Work task - Copy exactly, and only, the lines between the start of the entries below and the line containing "0 5px,transparent 0", both inclusive. Omit pictures.

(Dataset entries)
———

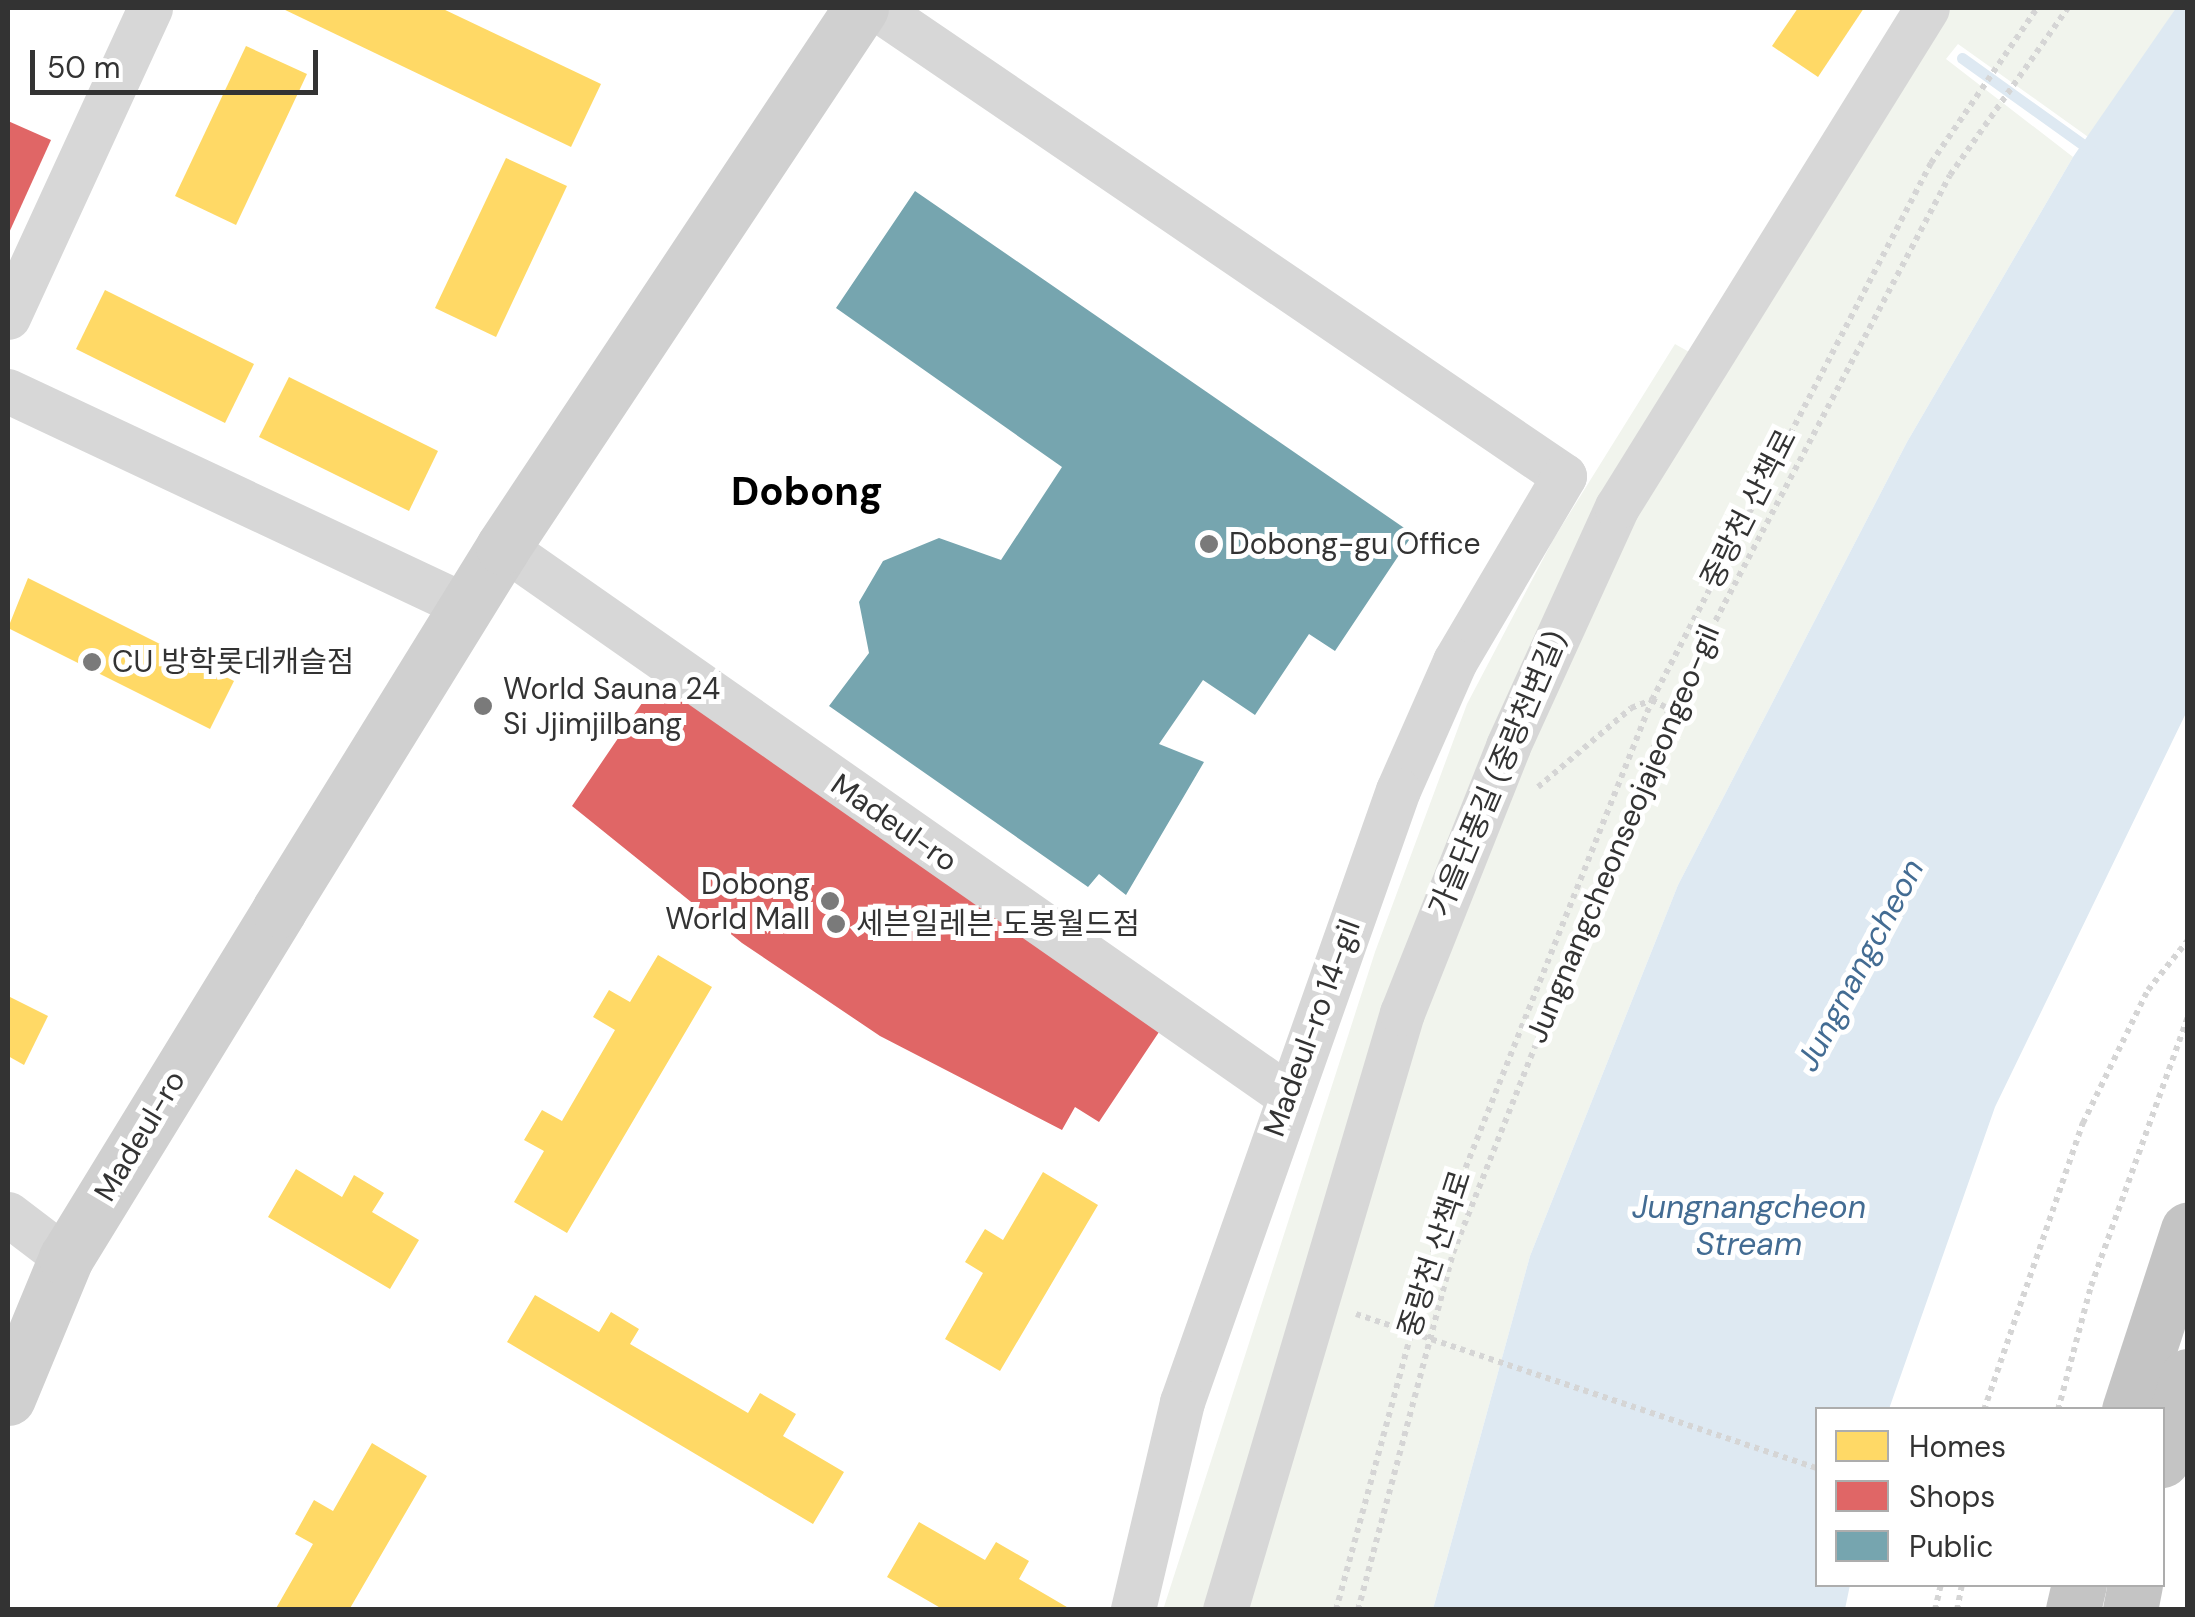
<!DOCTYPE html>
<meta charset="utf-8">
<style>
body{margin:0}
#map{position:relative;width:2195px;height:1617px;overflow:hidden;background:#fff;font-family:"DM Sans","Noto Sans KR",sans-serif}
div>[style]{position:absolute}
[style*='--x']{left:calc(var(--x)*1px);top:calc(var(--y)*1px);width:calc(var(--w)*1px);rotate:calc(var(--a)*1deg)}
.green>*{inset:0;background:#f1f4ed}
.water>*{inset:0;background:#dee9f2}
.homes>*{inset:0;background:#ffd966}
.shops>*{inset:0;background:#e06666}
.public>*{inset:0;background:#76a5af}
.stream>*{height:11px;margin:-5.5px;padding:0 5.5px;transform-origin:5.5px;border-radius:5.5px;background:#dee9f2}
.path>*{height:6px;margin-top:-3px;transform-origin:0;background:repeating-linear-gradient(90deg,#d5d5d5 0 5px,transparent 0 10px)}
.street>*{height:45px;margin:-22.5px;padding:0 22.5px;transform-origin:22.5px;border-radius:22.5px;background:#d7d7d7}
.secondary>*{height:55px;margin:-27.5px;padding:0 27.5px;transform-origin:27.5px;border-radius:27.5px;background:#d0d0d0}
.highway>*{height:55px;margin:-27.5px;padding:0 27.5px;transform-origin:27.5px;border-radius:27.5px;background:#c4c4c4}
.dots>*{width:28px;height:28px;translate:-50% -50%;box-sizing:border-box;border:5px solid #fff;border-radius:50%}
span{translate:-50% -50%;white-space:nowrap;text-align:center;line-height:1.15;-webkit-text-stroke:10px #fff;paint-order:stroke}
.street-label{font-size:30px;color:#333}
.poi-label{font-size:30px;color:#333}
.left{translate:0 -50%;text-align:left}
.right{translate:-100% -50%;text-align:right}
.water-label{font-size:32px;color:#436c93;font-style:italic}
.district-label{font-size:40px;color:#000;font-weight:700}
.frame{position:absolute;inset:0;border:10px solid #333;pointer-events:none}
.legend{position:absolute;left:1815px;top:1407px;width:350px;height:180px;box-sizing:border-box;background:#fff;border:2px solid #adadad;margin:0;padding:12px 18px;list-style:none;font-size:30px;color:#333}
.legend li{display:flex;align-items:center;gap:20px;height:50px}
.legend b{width:50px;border:2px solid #adadad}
.scale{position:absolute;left:30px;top:50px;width:288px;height:45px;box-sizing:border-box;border:5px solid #333;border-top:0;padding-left:12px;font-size:30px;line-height:35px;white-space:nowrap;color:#333;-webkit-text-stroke:8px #fff;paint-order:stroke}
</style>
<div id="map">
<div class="green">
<i style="clip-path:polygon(1947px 8px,2176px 8px,2091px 139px,1958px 44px,1946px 59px,2073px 157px,1907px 442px,1678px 885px,1530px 1256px,1433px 1609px,1163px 1610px,1375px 952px,1467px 704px,1553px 540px,1675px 344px,1712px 365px)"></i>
</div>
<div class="water">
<i style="clip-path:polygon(2176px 8px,2188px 8px,2187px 711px,1995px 1107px,1889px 1409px,1818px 1410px,1818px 1584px,1850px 1585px,1845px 1609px,1433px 1609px,1530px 1256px,1678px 885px,1907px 442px,2073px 157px)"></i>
</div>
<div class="homes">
<i style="clip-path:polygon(281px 8px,441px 8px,601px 84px,571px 147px)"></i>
<i style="clip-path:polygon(1798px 8px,1864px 8px,1818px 77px,1772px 46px)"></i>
<i style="clip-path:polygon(246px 46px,307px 74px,236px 225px,175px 196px)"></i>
<i style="clip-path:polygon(506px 158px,567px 186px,496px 337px,435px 308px)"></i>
<i style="clip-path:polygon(105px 290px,254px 364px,225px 423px,76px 349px)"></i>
<i style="clip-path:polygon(289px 377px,438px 451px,409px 511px,259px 437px)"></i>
<i style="clip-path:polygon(28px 578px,234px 681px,210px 729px,8px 628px)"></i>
<i style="clip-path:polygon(658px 955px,712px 987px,567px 1233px,514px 1202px,544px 1151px,524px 1140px,542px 1110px,562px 1121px,615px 1030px,593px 1017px,609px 990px,630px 1002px)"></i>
<i style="clip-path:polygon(8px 996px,48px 1016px,24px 1065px,8px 1056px)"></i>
<i style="clip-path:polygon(296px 1169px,342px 1197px,354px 1175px,384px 1193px,372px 1212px,419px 1240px,390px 1289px,268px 1217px)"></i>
<i style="clip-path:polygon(1043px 1172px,1098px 1205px,1000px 1371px,945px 1339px,983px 1273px,965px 1262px,985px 1229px,1003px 1240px)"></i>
<i style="clip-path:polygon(535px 1295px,599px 1332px,611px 1312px,639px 1329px,630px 1344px,748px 1413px,760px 1393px,796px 1414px,783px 1436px,844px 1472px,813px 1524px,507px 1342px)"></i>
<i style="clip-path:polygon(372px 1443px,427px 1476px,349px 1610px,275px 1610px,313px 1544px,295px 1534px,314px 1500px,333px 1511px)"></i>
<i style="clip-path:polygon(919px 1522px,985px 1560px,996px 1542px,1029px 1561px,1019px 1579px,1072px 1610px,944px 1610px,887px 1577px)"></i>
</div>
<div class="shops">
<i style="clip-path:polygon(8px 121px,51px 140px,8px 235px)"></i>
<i style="clip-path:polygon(659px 678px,1159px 1032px,1099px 1122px,1075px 1107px,1062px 1130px,880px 1036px,742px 943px,572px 806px)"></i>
</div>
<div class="public">
<i style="clip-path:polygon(915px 191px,1413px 534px,1335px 651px,1309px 634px,1255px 715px,1203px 680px,1159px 744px,1204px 762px,1126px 895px,1099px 874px,1088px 887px,829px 706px,869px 653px,859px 602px,883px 561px,939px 538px,1001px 560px,1062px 467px,836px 308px)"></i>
</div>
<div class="stream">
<i style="--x:1962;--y:58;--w:165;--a:35.6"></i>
</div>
<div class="path">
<i style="--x:1538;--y:787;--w:122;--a:-40.3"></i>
<i style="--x:1631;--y:708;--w:22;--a:-21"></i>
<i style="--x:1652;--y:700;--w:19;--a:28"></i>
<i style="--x:1356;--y:1314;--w:487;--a:18.5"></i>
<i style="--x:1984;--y:1410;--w:304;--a:-71"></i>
<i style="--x:2083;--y:1123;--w:148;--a:-64"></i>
<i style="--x:2148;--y:990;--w:64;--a:-51.3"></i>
<i style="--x:2058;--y:1410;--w:128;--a:-75.1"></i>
<i style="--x:2091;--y:1286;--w:286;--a:-70.2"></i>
<i style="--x:1336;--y:1610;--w:381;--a:-74.8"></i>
<i style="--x:1436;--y:1242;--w:583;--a:-68.27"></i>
<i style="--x:1652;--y:700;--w:605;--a:-62.55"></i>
<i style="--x:1931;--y:163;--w:188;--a:-55.6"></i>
<i style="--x:1358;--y:1610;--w:369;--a:-75.1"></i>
<i style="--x:1453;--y:1253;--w:585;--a:-68.34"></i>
<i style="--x:1669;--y:709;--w:603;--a:-62.25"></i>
<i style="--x:1950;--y:175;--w:204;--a:-54.8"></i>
<i style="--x:1935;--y:1610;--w:27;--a:-77"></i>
<i style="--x:1957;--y:1610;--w:26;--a:-79"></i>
</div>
<div class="street">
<i style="--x:876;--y:8;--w:832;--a:34.22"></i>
<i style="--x:1564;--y:476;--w:215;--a:120.5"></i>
<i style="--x:1455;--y:661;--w:141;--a:113.8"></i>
<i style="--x:1398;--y:790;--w:649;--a:109.44"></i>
<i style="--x:1182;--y:1402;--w:214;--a:103.3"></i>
<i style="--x:8;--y:317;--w:340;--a:-65.3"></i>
<i style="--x:8;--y:391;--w:506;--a:25.15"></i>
<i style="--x:503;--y:547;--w:957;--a:34.95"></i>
<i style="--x:8;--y:1214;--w:73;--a:37.2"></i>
<i style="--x:1225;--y:1610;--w:623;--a:-73.49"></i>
<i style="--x:1402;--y:1013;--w:287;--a:-68.3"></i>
<i style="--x:1508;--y:746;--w:263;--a:-65.5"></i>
<i style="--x:1617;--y:507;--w:587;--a:-58.15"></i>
</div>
<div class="secondary">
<i style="--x:8;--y:1398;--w:152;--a:-67.5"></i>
<i style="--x:66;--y:1258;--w:408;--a:-58.5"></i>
<i style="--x:279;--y:910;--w:427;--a:-58.3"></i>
<i style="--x:503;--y:547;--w:647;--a:-56.41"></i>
</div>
<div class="highway">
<i style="--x:2129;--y:1410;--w:190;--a:-71.9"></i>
<i style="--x:2162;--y:1460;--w:88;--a:-72.8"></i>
<i style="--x:2073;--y:1610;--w:27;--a:-77"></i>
<i style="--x:2130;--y:1610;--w:26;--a:-79"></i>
</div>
<div class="dots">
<i style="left:1209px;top:544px;background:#7a7a7a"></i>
<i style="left:92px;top:662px;background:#7a7a7a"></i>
<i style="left:483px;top:706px;background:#7a7a7a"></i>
<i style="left:830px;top:901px;background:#7a7a7a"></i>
<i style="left:836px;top:924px;background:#7a7a7a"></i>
</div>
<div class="street-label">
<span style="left:1749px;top:509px;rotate:-63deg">중랑천 산책로</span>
<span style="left:1498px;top:774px;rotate:-67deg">가을단풍길 (중랑천변길)</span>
<span style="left:894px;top:823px;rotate:35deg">Madeul-ro</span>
<span style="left:1623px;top:834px;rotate:-67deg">Jungnangcheonseojajeongeo-gil</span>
<span style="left:1312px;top:1028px;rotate:-70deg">Madeul-ro 14-gil</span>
<span style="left:140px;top:1136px;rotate:-59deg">Madeul-ro</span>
<span style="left:1435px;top:1254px;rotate:-72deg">중랑천 산책로</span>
</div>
<div class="poi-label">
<span class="left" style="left:1229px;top:544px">Dobong-gu Office</span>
<span class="left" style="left:112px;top:662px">CU 방학롯데캐슬점</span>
<span class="left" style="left:503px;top:706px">World Sauna 24<br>Si Jjimjilbang</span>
<span class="right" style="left:810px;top:901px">Dobong<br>World Mall</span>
<span class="left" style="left:856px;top:924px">세븐일레븐 도봉월드점</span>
</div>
<div class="water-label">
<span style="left:1860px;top:965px;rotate:-62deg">Jungnangcheon</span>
<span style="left:1749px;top:1226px">Jungnangcheon<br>Stream</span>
</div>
<div class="district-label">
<span style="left:807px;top:491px">Dobong</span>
</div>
<div class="frame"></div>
<ul class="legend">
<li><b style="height:28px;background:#ffd966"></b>Homes</li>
<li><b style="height:28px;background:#e06666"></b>Shops</li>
<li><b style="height:28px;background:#76a5af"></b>Public</li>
</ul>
<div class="scale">50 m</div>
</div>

———

Response to this exercise -
<!DOCTYPE html>
<meta charset="utf-8">
<style>
body{margin:0}
#map{position:relative;width:2195px;height:1617px;overflow:hidden;background:#fff;font-family:"DM Sans","Noto Sans KR",sans-serif}
div>[style]{position:absolute}
[style*='--x']{left:calc(var(--x)*1px);top:calc(var(--y)*1px);width:calc(var(--w)*1px);rotate:calc(var(--a)*1deg)}
.green>*{inset:0;background:#f1f4ed}
.water>*{inset:0;background:#dee9f2}
.homes>*{inset:0;background:#ffd966}
.shops>*{inset:0;background:#e06666}
.public>*{inset:0;background:#76a5af}
.stream>*{height:11px;margin:-5.5px;padding:0 5.5px;transform-origin:5.5px;border-radius:5.5px;background:#dee9f2}
.path>*{height:6px;margin-top:-3px;transform-origin:0;background:repeating-linear-gradient(90deg,#d5d5d5 0 5px,transparent 0 10px)}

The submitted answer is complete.